▸ **Task brief**: Each line below from the one containing "4.5, [7, 3.5]);" through the one containing "trace(dot, '#3a2b14', 2.5);" should be output exactly as it stands, and no other line should appear.

▸ **Source information**:
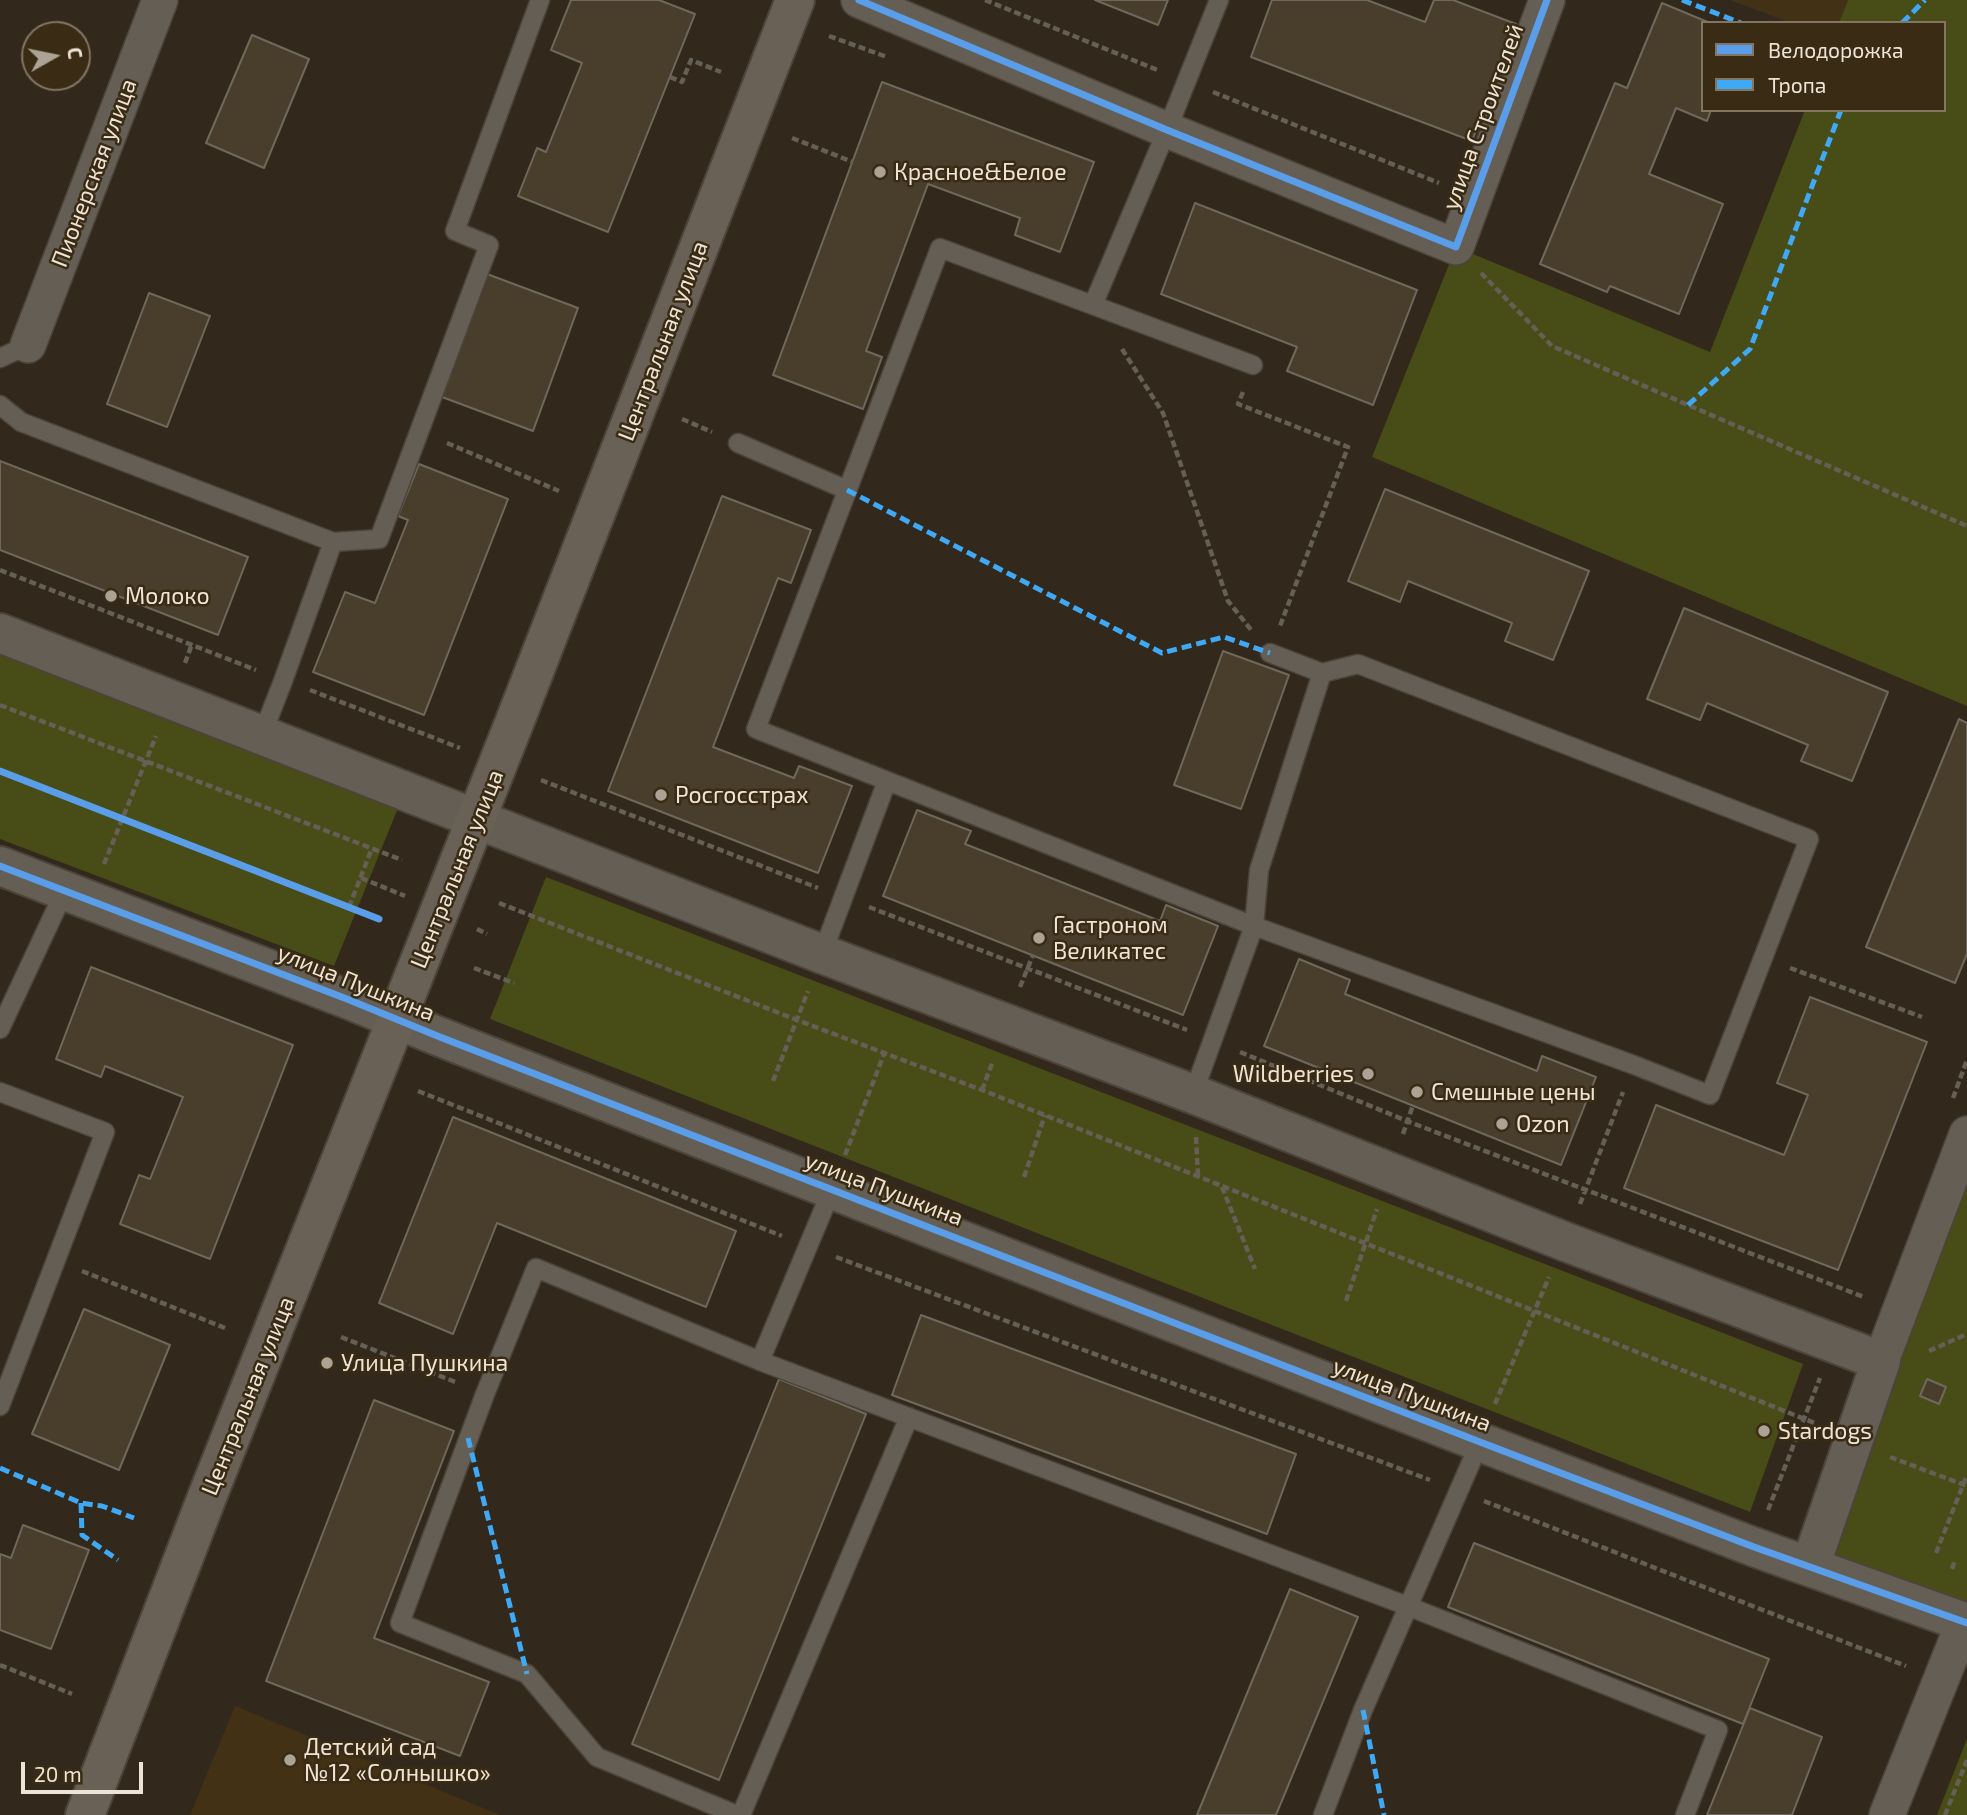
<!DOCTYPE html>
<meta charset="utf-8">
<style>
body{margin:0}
#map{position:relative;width:1967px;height:1815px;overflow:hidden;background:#32291c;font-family:"Exo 2",sans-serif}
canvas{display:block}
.legend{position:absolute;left:1701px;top:21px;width:245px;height:91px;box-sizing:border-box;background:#3a2b14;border:2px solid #827562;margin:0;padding:9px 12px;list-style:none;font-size:21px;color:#eee4d6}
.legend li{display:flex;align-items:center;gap:14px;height:35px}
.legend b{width:35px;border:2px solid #827562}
.north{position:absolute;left:21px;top:21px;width:70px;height:70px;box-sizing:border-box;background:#3a2b14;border:2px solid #827562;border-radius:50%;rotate:81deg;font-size:19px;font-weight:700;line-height:28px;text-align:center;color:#eee4d6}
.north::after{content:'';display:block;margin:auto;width:24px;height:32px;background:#aca395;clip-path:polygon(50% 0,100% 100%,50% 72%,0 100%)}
.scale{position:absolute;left:21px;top:1762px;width:122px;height:32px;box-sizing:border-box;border:4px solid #eee4d6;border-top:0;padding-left:9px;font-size:21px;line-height:24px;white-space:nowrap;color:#eee4d6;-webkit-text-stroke:5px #3a2b14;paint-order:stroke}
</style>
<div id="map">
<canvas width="1967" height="1815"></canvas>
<ul class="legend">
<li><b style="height:9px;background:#5a9eea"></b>Велодорожка</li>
<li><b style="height:9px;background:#3fa9f5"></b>Тропа</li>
</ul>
<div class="north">С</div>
<div class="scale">20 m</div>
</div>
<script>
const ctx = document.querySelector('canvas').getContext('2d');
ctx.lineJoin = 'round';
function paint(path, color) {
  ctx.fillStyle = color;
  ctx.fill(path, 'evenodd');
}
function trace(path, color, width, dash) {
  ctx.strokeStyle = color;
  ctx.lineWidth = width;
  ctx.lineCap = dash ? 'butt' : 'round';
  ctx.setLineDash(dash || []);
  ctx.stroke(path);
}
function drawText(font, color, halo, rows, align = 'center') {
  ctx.font = font + ' "Exo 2",sans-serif';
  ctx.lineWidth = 5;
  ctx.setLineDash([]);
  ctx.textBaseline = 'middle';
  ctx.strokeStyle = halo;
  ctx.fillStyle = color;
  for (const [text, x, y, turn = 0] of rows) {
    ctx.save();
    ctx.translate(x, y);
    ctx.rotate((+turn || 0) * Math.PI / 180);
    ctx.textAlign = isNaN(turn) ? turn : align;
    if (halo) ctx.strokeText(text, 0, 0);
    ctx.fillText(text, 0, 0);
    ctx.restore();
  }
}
paint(new Path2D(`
 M1730,0H1848L1839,23H1791Z
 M235,1706L500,1815H190Z`), '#423114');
paint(new Path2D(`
 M1848,0H1967V706L1372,457L1456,247L1710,352L1805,110H1944V23H1839Z
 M0,645L400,803L334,966L0,839Z
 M546,877L1803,1364L1750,1512L490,1019Z
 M1967,1134V1623L1810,1567Z
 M1967,1739V1815H1937Z`), '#484c16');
const building = new Path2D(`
 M571,0H659L695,14L608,232L518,196L537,148L546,152L582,63L551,50Z
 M1095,0H1168L1158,25Z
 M1272,0H1367L1425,22L1434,0H1453L1516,24L1472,141L1251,57Z
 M1662,3L1710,23H1703V110H1711L1707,121L1676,108L1649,174L1723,204L1679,314L1610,286L1607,292L1540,264L1615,83L1627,88Z
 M252,35L309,59L264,168L206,143Z
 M882,82L1094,162L1060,252L1015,235L1020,218L928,184L866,351L882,357L863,409L773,375Z
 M1195,203L1417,290L1373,405L1287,371L1297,347L1161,294Z
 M487,274L578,308L533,431L442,397Z
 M149,293L210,316L167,427L107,404Z
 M0,461L248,557L218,635L0,550Z
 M419,464L508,499L424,715L313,672L345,592L375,603L408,520L398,516Z
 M1385,489L1589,571L1553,660L1505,641L1512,623L1408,581L1400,602L1348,581Z
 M722,496L811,530L791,583L778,578L713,747L794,778L799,766L852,786L818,873L608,791Z
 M1684,608L1888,692L1852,781L1801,761L1808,745L1707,703L1700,720L1647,699Z
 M1223,651L1289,675L1241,809L1174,785Z
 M1959,719L1967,723V954L1955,983L1866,947Z
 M917,810L971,831L965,844L1160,921L1166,905L1218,926L1183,1015L883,896Z
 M1299,959L1350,980L1345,994L1537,1071L1542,1056L1596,1077L1561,1165L1264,1046Z
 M91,967L293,1045L210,1259L120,1224L139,1175L150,1179L183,1097L105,1066L101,1077L56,1059Z
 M1810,997L1927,1042L1838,1270L1624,1188L1656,1105L1784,1155L1808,1095L1777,1083Z
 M453,1117L736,1231L706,1307L497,1223L453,1334L379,1303Z
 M84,1309L170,1345L119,1470L32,1434Z
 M921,1315L1296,1454L1267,1534L892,1395Z
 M779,1379L866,1414L719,1780L632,1744Z
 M1927,1379L1946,1387L1939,1404L1920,1396Z
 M374,1400L454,1431L374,1638L489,1682L460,1756L266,1681Z
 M23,1525L89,1550L51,1649L0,1630V1554L11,1558Z
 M1474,1543L1769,1659L1743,1724L1448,1607Z
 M1290,1589L1358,1617L1276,1815H1197Z
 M1750,1708L1822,1737L1792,1815H1707Z`);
paint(building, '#493e2b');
trace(building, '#6f685d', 2);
const service = new Path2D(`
 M1093,305L1167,130L1219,0
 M0,358L28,345
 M1253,365L940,248L756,729L1254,926L1634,1065L1710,1095L1809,839L1358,664L1322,673L1270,653
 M0,405L21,422L333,542L283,681L262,735
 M738,443L847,490
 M333,542L379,539L489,245L455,231L540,0
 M822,954L887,781
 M0,1029L65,890
 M0,1092L105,1132L0,1406
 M1193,1094L1254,926L1259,870L1322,673
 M760,1361L832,1189
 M737,1815L597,1757L527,1674L400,1623L485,1394L536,1268L760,1361L1410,1607L1718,1730L1685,1815
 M741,1815L909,1417
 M1323,1815L1363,1710L1480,1442`);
const minor = new Path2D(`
 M859,0L1167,130L1456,247L1547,0
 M28,345L160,0
 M1881,1361L1967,1134
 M1887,1815L1964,1622`);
const tertiary = new Path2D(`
 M0,633L822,954L1193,1094L1566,1242L1881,1361L1810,1567
 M0,866L347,999L440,1037L1480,1442L1754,1547L1967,1623`);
const secondary = new Path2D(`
 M85,1815L207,1497L513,726L795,0`);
trace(service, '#4c443a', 21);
trace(minor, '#4c443a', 38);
trace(tertiary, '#4c443a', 42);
trace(secondary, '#4c443a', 42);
trace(new Path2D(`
 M985,0L1160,71
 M829,36L887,57
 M670,77L682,82L691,60L721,72
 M1213,92L1439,183
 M792,138L853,162
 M1481,273L1552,346L1967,526
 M1122,349L1163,413L1228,601L1252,631
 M1243,392L1238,404L1348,447L1280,626
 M682,419L712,432
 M447,443L559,491
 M0,570L256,670
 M185,663L192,644
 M310,690L460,748
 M0,705L402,860
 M541,780L818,888
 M104,864L156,736
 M361,878L405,896
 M499,903L797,1020L982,1090L1817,1424
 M349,907L372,848
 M869,907L1187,1030
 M477,929L487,934
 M474,968L514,983
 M1790,968L1922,1017
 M1020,987L1033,955
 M1240,1052L1407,1121L1864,1297
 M773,1081L808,991
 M982,1090L993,1061
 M418,1091L782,1236
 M1953,1098L1967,1060
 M1403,1134L1413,1105
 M1196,1137L1198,1176
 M845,1155L884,1054
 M1024,1177L1045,1115
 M1222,1187L1255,1269
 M1580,1204L1623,1092
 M836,1257L1430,1480
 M82,1271L225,1328
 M1346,1301L1377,1209
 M341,1337L458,1383
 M1929,1351L1967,1334
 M1495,1404L1549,1277
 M1890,1457L1967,1486
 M1484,1501L1906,1666
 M1768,1510L1820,1378
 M1936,1553L1967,1475
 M1952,1569L1955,1560
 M0,1665L72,1694
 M1945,1815L1967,1760`), '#655f56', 4.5, [7, 3.5]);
trace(service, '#645e55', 18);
trace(minor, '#645e55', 35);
trace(tertiary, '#645e55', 38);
trace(secondary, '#696056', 38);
trace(new Path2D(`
 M1682,0L1741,23
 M1902,23L1925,0
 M1688,405L1750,349L1841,110
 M847,490L1162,653L1224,637L1270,653
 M468,1438L527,1674
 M0,1468L81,1503L102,1506L134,1518
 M81,1503L82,1535L118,1560
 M1363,1710L1384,1815`), '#3fa9f5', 5, [10, 5]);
trace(new Path2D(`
 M859,0L1167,130L1456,247L1547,0
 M0,771L379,919
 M0,866L347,999L440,1037L1480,1442L1754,1547L1967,1623`), '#5a9eea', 7);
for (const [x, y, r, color] of [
 [880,172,7,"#aca395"],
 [111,596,7,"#aca395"],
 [661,795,7,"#aca395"],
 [1039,938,7,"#aca395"],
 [1368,1074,7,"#aca395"],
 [1417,1092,7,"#aca395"],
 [1502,1124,7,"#aca395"],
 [327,1363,7,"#aca395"],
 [1764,1431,7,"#aca395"],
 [290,1760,7,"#aca395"]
]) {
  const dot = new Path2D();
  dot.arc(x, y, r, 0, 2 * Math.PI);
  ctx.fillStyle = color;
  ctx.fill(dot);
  trace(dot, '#3a2b14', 2.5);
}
drawText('23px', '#eee4d6', '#3a2b14', [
 ["улица Строителей",1483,117,-70],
 ["Пионерская улица",94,173,-69],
 ["Центральная улица",663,341,-69],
 ["Центральная улица",457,869,-68],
 ["улица Пушкина",356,983,22],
 ["улица Пушкина",884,1189,21],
 ["улица Пушкина",1412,1395,21],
 ["Центральная улица",248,1396,-68]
]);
drawText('23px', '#eee4d6', '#3a2b14', [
 ["Красное&Белое",894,172],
 ["Moлоко",125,596],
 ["Росгосстрах",675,795],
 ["Гастроном",1053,925],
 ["Великатес",1053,951],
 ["Wildberries",1354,1074,"right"],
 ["Смешные цены",1431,1092],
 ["Ozon",1516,1124],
 ["Улица Пушкина",341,1363],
 ["Stardogs",1778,1431],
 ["Детский сад",304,1747],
 ["№12 «Солнышко»",304,1773]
], 'left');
</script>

▸ **Answer space**:
 M1945,1815L1967,1760`), '#655f56', 4.5, [7, 3.5]);
trace(service, '#645e55', 18);
trace(minor, '#645e55', 35);
trace(tertiary, '#645e55', 38);
trace(secondary, '#696056', 38);
trace(new Path2D(`
 M1682,0L1741,23
 M1902,23L1925,0
 M1688,405L1750,349L1841,110
 M847,490L1162,653L1224,637L1270,653
 M468,1438L527,1674
 M0,1468L81,1503L102,1506L134,1518
 M81,1503L82,1535L118,1560
 M1363,1710L1384,1815`), '#3fa9f5', 5, [10, 5]);
trace(new Path2D(`
 M859,0L1167,130L1456,247L1547,0
 M0,771L379,919
 M0,866L347,999L440,1037L1480,1442L1754,1547L1967,1623`), '#5a9eea', 7);
for (const [x, y, r, color] of [
 [880,172,7,"#aca395"],
 [111,596,7,"#aca395"],
 [661,795,7,"#aca395"],
 [1039,938,7,"#aca395"],
 [1368,1074,7,"#aca395"],
 [1417,1092,7,"#aca395"],
 [1502,1124,7,"#aca395"],
 [327,1363,7,"#aca395"],
 [1764,1431,7,"#aca395"],
 [290,1760,7,"#aca395"]
]) {
  const dot = new Path2D();
  dot.arc(x, y, r, 0, 2 * Math.PI);
  ctx.fillStyle = color;
  ctx.fill(dot);
  trace(dot, '#3a2b14', 2.5);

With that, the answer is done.